Fossil Boot Camp for PCC Historical Geology Students
by Cindy Smith
Picture 1 – Two PCC students learning to use loupes
Picture 2 – PCC instructor Steve Wolfe explains the oyster Devil’s toenail to a student
Fremont Stones ‘n Bones introduced 16 Pueblo Community College students to fossils in Steve Wolfe’s Historical Geology class. Few had any prior experience with fossils or knowledge of Fremont County’s rich paleontology heritage.
Familiarity with local fossils helps the students understand and identify local sedimentary layers when on class field trips.
Each student received two containers with 8 large and 24 small fossils plus a loupe.
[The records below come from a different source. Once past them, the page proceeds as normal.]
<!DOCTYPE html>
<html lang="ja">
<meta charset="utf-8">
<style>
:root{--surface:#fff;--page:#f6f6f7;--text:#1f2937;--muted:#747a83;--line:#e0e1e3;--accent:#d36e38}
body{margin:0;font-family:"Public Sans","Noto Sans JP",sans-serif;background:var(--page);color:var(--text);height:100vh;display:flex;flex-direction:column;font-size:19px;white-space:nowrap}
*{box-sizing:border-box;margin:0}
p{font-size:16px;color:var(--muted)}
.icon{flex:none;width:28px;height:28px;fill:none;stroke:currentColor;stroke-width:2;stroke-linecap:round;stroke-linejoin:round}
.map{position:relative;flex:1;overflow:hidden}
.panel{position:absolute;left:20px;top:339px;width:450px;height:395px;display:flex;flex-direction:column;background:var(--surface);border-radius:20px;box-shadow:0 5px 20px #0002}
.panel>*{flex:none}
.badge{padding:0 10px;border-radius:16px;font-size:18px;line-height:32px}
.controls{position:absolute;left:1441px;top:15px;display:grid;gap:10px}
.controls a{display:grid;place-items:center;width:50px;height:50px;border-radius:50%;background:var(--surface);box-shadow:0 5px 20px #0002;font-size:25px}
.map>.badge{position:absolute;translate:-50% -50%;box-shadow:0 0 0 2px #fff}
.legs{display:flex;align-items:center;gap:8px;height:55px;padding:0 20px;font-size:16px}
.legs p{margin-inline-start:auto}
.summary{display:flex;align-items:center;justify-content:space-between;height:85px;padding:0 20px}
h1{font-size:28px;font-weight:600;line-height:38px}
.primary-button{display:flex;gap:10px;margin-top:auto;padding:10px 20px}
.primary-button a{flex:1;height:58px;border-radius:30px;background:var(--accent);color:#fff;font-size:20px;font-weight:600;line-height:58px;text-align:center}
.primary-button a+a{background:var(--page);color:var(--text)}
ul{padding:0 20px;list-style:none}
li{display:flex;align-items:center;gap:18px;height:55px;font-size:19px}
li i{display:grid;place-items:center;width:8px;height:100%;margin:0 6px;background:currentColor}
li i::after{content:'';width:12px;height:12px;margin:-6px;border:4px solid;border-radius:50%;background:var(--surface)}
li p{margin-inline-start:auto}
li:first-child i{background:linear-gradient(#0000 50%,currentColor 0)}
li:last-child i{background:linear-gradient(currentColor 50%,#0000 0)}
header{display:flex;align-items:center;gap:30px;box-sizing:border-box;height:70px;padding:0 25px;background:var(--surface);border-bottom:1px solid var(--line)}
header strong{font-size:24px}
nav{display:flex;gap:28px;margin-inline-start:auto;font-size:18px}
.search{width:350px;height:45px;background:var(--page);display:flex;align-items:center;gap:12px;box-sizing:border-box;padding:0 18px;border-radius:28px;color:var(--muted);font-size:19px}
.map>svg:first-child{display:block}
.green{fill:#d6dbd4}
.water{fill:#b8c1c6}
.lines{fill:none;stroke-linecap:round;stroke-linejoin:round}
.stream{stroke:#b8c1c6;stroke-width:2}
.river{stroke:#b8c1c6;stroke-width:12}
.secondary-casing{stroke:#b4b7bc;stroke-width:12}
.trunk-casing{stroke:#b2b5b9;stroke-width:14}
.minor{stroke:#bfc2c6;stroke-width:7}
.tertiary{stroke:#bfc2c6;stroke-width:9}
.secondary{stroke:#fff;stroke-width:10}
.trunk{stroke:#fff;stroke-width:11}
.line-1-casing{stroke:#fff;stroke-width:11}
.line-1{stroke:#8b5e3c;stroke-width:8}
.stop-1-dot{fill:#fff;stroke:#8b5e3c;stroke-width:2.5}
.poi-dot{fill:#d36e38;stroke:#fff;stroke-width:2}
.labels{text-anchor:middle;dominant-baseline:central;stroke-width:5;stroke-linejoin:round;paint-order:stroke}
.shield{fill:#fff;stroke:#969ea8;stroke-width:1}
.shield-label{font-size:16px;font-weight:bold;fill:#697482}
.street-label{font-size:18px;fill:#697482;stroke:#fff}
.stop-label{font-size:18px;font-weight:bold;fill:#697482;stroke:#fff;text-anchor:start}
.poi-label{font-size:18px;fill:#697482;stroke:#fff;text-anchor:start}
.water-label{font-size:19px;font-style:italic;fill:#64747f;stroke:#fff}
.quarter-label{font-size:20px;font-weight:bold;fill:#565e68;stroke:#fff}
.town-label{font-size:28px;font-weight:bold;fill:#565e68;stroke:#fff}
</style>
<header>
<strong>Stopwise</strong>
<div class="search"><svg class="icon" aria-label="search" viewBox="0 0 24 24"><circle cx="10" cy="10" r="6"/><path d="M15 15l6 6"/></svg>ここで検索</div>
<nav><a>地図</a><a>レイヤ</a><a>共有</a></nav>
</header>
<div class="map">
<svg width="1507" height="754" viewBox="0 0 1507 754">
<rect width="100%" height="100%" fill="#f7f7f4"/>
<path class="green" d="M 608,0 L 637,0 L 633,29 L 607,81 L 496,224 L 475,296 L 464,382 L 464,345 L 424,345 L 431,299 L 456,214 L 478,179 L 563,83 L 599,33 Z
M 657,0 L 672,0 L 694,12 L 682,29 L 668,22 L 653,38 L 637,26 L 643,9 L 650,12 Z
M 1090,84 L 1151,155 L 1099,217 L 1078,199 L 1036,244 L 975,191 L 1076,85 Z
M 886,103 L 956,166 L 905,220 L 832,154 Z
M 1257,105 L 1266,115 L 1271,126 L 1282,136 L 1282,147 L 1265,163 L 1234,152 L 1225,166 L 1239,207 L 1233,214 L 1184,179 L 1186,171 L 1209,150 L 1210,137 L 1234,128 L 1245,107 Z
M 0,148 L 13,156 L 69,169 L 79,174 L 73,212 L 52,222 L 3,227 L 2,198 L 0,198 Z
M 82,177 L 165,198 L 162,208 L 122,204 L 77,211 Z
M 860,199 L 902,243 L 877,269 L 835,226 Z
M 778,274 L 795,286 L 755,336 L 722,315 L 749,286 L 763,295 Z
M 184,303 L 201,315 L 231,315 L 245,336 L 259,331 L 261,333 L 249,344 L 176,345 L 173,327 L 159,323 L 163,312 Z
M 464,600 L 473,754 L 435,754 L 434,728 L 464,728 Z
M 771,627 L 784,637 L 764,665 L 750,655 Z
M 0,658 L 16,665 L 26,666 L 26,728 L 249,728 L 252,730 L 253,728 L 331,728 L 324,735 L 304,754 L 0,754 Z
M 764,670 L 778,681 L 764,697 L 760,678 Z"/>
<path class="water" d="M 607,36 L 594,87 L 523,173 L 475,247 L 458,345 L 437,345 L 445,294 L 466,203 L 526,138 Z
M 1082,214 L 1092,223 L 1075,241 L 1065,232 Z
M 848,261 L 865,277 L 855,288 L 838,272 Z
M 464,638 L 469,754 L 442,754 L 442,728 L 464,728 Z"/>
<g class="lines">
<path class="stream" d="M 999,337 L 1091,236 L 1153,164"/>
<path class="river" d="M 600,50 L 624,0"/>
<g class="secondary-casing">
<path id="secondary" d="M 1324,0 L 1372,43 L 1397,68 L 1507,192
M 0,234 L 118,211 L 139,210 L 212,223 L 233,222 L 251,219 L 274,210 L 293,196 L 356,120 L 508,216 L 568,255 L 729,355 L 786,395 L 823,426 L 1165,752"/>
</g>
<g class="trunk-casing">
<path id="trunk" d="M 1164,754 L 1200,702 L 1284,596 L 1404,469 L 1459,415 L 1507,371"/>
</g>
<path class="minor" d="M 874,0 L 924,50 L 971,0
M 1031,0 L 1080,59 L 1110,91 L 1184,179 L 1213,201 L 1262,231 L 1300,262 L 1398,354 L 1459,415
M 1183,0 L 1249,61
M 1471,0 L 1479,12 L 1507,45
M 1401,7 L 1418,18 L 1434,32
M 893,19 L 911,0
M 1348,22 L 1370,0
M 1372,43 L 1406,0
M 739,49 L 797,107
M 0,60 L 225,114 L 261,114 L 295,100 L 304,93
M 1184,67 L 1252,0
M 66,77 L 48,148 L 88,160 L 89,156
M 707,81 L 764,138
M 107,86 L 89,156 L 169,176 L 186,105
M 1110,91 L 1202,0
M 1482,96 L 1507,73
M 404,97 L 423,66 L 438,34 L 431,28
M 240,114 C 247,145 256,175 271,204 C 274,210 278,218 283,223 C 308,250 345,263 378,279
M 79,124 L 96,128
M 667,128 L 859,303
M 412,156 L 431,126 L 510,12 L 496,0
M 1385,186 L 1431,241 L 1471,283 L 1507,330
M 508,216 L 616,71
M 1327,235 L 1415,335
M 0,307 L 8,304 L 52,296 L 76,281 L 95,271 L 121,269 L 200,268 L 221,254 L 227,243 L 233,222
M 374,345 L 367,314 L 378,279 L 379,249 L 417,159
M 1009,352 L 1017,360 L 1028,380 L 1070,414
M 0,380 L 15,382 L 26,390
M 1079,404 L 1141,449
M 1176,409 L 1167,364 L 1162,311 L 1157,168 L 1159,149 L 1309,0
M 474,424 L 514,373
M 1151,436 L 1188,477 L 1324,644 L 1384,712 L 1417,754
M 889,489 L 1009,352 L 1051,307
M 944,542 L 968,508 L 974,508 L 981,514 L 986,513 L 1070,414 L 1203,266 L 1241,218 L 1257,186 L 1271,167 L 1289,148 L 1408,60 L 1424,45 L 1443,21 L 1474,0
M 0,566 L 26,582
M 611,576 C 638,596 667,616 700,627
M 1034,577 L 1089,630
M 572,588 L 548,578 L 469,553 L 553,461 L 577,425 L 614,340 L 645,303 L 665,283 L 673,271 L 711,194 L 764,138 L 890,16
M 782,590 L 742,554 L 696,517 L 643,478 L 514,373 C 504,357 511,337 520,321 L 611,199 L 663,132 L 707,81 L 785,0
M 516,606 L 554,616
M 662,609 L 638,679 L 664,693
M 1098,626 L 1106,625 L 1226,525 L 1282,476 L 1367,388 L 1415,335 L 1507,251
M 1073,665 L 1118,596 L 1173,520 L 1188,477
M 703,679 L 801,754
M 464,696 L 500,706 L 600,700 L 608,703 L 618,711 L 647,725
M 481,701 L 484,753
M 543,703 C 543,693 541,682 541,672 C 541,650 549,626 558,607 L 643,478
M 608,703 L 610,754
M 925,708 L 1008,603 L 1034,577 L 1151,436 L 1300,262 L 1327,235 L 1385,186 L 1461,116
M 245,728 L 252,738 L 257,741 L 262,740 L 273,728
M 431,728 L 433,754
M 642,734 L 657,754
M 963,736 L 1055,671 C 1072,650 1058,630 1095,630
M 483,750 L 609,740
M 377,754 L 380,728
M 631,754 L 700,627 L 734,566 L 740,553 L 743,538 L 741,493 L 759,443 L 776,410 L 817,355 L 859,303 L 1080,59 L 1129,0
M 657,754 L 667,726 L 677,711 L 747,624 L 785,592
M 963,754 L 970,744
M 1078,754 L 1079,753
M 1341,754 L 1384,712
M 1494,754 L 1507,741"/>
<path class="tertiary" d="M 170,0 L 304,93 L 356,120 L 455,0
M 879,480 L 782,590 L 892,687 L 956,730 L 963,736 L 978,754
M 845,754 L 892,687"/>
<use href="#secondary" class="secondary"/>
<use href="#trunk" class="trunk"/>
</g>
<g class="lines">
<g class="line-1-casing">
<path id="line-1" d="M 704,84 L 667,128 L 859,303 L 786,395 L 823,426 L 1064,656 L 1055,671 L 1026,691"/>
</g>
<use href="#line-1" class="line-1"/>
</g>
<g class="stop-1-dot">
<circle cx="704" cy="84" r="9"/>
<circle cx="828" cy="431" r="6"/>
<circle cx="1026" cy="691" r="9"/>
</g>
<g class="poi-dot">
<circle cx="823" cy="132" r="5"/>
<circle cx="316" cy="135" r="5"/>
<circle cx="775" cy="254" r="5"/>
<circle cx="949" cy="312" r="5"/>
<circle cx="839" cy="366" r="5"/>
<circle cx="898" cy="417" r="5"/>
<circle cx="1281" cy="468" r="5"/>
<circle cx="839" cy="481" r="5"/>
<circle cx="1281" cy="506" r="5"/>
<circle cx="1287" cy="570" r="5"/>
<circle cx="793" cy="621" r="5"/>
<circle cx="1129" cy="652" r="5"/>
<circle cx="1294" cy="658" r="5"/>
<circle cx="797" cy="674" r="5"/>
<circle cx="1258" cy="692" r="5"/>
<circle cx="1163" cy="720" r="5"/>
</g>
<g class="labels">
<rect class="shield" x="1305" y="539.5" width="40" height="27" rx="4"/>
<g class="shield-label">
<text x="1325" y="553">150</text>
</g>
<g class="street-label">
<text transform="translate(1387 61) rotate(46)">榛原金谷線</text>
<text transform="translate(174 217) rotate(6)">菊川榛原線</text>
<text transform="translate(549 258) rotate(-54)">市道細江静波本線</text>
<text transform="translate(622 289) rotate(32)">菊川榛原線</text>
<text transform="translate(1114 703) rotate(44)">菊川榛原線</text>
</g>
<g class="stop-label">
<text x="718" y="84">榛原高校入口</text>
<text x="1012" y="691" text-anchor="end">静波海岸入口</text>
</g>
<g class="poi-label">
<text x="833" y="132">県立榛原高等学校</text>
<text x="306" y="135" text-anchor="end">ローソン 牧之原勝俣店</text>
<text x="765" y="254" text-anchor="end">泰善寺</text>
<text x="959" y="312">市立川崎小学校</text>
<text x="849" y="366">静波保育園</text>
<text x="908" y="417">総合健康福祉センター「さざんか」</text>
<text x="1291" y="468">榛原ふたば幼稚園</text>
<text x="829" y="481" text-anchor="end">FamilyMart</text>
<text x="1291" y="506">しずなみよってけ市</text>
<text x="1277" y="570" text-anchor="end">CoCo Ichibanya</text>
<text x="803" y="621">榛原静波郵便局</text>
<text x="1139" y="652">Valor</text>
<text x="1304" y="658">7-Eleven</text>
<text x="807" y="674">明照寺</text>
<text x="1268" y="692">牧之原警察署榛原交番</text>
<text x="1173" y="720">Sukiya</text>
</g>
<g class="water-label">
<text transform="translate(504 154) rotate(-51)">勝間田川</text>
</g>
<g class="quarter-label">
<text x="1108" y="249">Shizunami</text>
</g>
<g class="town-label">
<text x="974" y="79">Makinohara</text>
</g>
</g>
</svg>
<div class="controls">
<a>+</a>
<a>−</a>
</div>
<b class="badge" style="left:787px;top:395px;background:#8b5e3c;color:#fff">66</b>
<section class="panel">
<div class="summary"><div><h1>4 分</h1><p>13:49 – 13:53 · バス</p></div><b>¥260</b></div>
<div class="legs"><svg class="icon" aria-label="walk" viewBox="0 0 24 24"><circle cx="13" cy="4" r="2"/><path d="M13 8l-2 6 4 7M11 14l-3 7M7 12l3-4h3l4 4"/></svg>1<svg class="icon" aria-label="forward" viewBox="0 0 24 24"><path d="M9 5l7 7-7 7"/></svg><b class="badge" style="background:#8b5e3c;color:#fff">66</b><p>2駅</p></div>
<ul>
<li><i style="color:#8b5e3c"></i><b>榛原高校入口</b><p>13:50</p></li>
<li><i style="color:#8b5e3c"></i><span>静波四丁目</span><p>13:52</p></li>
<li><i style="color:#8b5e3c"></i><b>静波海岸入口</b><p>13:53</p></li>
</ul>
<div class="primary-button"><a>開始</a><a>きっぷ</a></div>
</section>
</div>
Harold Taylor led the 3 hour presentation and students received a grab bag fossil at the end of the class.
The presentation stressed not only where/when the fossils lived and their anatomy, but also the importance paleontology plays in biostratigraphy and paleogeography.
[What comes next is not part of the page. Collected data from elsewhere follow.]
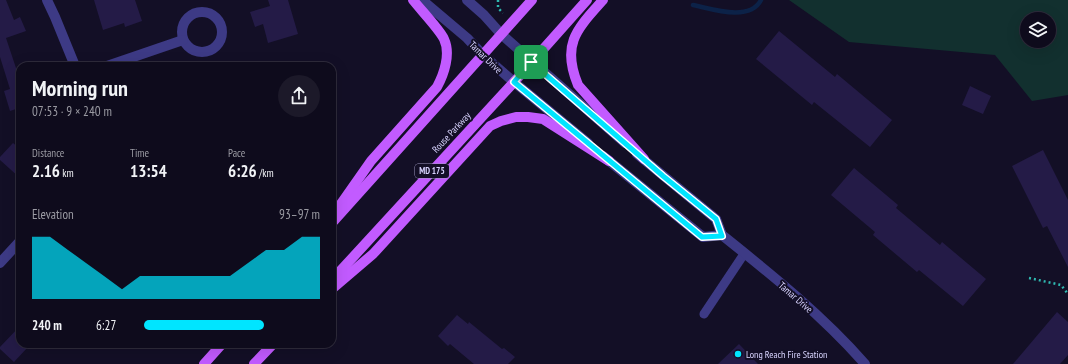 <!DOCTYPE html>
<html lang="en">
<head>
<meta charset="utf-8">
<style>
	:root { --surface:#0e0b1c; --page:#1c1929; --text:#f1f3f6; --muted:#9b9ba3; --line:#2e2b3b; --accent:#00e5ff }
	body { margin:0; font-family:"PT Sans Narrow",sans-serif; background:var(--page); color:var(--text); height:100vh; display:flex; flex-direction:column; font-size:15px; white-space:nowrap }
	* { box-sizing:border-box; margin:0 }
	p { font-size:13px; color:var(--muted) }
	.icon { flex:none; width:22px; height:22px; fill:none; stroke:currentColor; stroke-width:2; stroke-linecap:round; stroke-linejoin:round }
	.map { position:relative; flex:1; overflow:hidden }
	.side { position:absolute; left:16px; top:62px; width:320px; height:286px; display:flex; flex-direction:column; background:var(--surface); border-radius:12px; box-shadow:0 4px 16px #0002,0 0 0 1px var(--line) }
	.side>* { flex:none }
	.fabs { position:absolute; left:1020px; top:12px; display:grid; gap:8px }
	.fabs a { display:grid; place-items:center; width:36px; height:36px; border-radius:50%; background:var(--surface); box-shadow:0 4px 16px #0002,0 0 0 1px var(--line); font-size:20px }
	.pin { position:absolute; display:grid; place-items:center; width:34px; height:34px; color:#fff; margin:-17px; border-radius:8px; box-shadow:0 2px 6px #0006 }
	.round { display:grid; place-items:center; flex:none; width:42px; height:42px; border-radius:21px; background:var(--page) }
	.head { display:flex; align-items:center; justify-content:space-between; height:68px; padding:0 16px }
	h1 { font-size:22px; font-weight:800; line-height:30px }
	.metrics { display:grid; grid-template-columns:repeat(3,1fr); gap:6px; height:68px; padding:4px 16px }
	.metrics div { display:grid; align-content:center }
	.metrics b { font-size:17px; font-weight:800 }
	.metrics small { font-size:11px; font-weight:400 }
	.metrics p { font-size:11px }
	.chart { height:112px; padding:8px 16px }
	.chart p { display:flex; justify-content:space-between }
	.chart svg { width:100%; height:72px; margin-top:4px; fill:var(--accent); opacity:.7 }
	ul { padding:0 16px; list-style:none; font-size:13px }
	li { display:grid; grid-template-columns:64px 48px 1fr; align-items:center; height:30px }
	li i { height:10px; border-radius:5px; background:var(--accent) }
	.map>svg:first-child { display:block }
</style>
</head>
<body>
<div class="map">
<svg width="1068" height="364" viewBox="0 0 1068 364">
	<rect width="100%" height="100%" fill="#130f26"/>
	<!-- green -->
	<path fill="#12302f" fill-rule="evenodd" d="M 789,0 L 1068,0 L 1068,95 L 1032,101 L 995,55 L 849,42 ZM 1027,19 L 1049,19 L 1049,41 L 1027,41 Z"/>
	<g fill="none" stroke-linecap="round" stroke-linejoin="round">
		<!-- stream -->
		<path stroke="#0c2248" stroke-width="4.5" d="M 693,5 C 712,9 750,22 761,0"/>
	</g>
	<!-- building -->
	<g fill="#241b47">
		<polygon points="0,0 6,0 14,20 20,17 26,31 6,38 20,80 20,112 17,113 16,109 10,111 4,91 10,89 0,57"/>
		<polygon points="94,0 135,0 142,21 125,27 124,23 103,30"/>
		<polygon points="268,0 288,0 298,34 268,43 263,24 255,27 250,12 270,6"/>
		<polygon points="779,31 835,77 837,74 892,120 870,147 814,102 812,105 756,59"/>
		<polygon points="970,86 991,96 983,114 962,105"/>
		<polygon points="13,143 20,149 20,178 0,160 0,157"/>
		<polygon points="1043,150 1068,200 1068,267 1047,226 1043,228 1012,166"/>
		<polygon points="854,168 898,205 896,208 940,245 942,242 986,279 963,306 919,270 917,272 873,235 875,232 831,195"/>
		<polygon points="1057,312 1068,322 1068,355 1060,364 1013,364"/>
		<polygon points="457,315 468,324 469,322 502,349 504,348 515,357 508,364 474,364 450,344 448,346 438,336"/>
		<polygon points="20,326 20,344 24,344 28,347 14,362 0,349 0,347"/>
		<polygon points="739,344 758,364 718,364"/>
	</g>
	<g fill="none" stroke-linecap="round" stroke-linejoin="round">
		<!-- path -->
		<g stroke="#2fb8b0" stroke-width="2.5" stroke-dasharray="2 3" stroke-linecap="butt">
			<polyline points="498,0 498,8 503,13"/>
			<polyline points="1029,278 1061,285 1068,294"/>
		</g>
		<!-- service -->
		<polyline stroke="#3d3a85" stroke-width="9" points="704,314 744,254"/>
		<!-- minor -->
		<g stroke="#3d3a85" stroke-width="10">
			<polyline points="47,0 55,17 75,66"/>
			<circle cx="202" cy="32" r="20"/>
			<polyline points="107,66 183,40"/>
			<polyline points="0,263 20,241"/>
		</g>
		<!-- tertiary -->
		<g stroke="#3d3a85" stroke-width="10">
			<polyline points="422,0 467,38 483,55 514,82 588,143"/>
			<polyline points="467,0 484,15 501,34 625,143"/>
			<path d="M 637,154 L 716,219 L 722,235 C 772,275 823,316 865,364"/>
			<polyline points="603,156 703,237 722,235"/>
		</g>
		<!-- primary -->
		<g stroke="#c25bff" stroke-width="10">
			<path d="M 603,0 C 577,29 561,44 578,85 L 644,159"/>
			<path d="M 338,208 L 371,161 L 437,87 C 444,74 451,54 444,39 C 440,30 420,9 413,0"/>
			<polyline points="332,223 532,0"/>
			<polyline points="332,280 514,82 587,0"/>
			<polyline points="332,289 373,254 490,126 501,121 516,117 528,117 543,119 609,161"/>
			<polyline points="204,364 222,344"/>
			<polyline points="254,364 273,344"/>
		</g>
	</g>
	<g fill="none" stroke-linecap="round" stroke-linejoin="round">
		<defs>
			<polygon id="route" points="531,62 663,176 716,219 722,236 702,237 514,82"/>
		</defs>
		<!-- route casing -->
		<use href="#route" stroke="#fff" stroke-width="8"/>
		<!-- route -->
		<use href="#route" stroke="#00e5ff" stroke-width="5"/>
	</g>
	<!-- markers -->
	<circle fill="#00e5ff" stroke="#130f26" stroke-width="1.5" cx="738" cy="354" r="4"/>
	<g text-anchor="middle" stroke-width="4" stroke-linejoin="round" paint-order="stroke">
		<!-- shield labels -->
		<rect fill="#130f26" stroke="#9e99be" stroke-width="1" x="415" y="164" width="34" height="14" rx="3"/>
		<g font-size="9" font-weight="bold" fill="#d9d4ff">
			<text x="432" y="174">MD 175</text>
		</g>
		<!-- street labels -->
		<g font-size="10" fill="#d9d4ff" stroke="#130f26">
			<text transform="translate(486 57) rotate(44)" y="4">Tamar Drive</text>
			<text transform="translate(451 132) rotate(-47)" y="4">Rouse Parkway</text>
			<text transform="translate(796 297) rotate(41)" y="4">Tamar Drive</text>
		</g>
		<!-- poi labels -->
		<g font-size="10" fill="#d9d4ff" stroke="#130f26" text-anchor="start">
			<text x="746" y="358">Long Reach Fire Station</text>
		</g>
	</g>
</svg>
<div class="fabs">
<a><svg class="icon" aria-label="layers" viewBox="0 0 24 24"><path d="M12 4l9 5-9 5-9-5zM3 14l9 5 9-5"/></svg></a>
</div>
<div class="pin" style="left:531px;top:62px;background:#1e9e55"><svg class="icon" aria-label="arrive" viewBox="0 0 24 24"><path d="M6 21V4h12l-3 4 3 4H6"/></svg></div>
<section class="side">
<div class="head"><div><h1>Morning run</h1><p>07:53 · 9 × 240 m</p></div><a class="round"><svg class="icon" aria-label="share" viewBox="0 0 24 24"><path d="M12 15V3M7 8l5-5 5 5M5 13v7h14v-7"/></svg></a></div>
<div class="metrics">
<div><p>Distance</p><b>2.16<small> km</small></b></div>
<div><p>Time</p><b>13:54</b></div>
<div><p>Pace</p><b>6:26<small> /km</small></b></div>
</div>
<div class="chart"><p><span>Elevation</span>93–97 m</p>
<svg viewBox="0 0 160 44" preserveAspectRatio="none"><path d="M0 44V6L10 6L20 14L30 22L40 30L50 38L60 30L70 30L80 30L90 30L100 30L110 30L120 22L130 14L140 14L150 6L160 6V44z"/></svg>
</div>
<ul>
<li><b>240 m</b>6:27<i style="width:68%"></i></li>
</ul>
</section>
</div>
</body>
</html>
It’s a pleasure and an honor to provide people’s first experience with paleontology, to watch and hear their reaction when they see the eyes of a trilobite, the complex sutures on an ammonite, the exquisite geometry of a crinoid columnal, learn that the three most complete Stegosaurs in the world came from their backyard, understand that stromatolites were responsible for an atmosphere full of oxygen, and see barbs on insect legs trapped in amber.
Fossil Boot Camp always ends with instruction on responsible collecting, including securing adequate provenance and the parameters involved in legal collecting.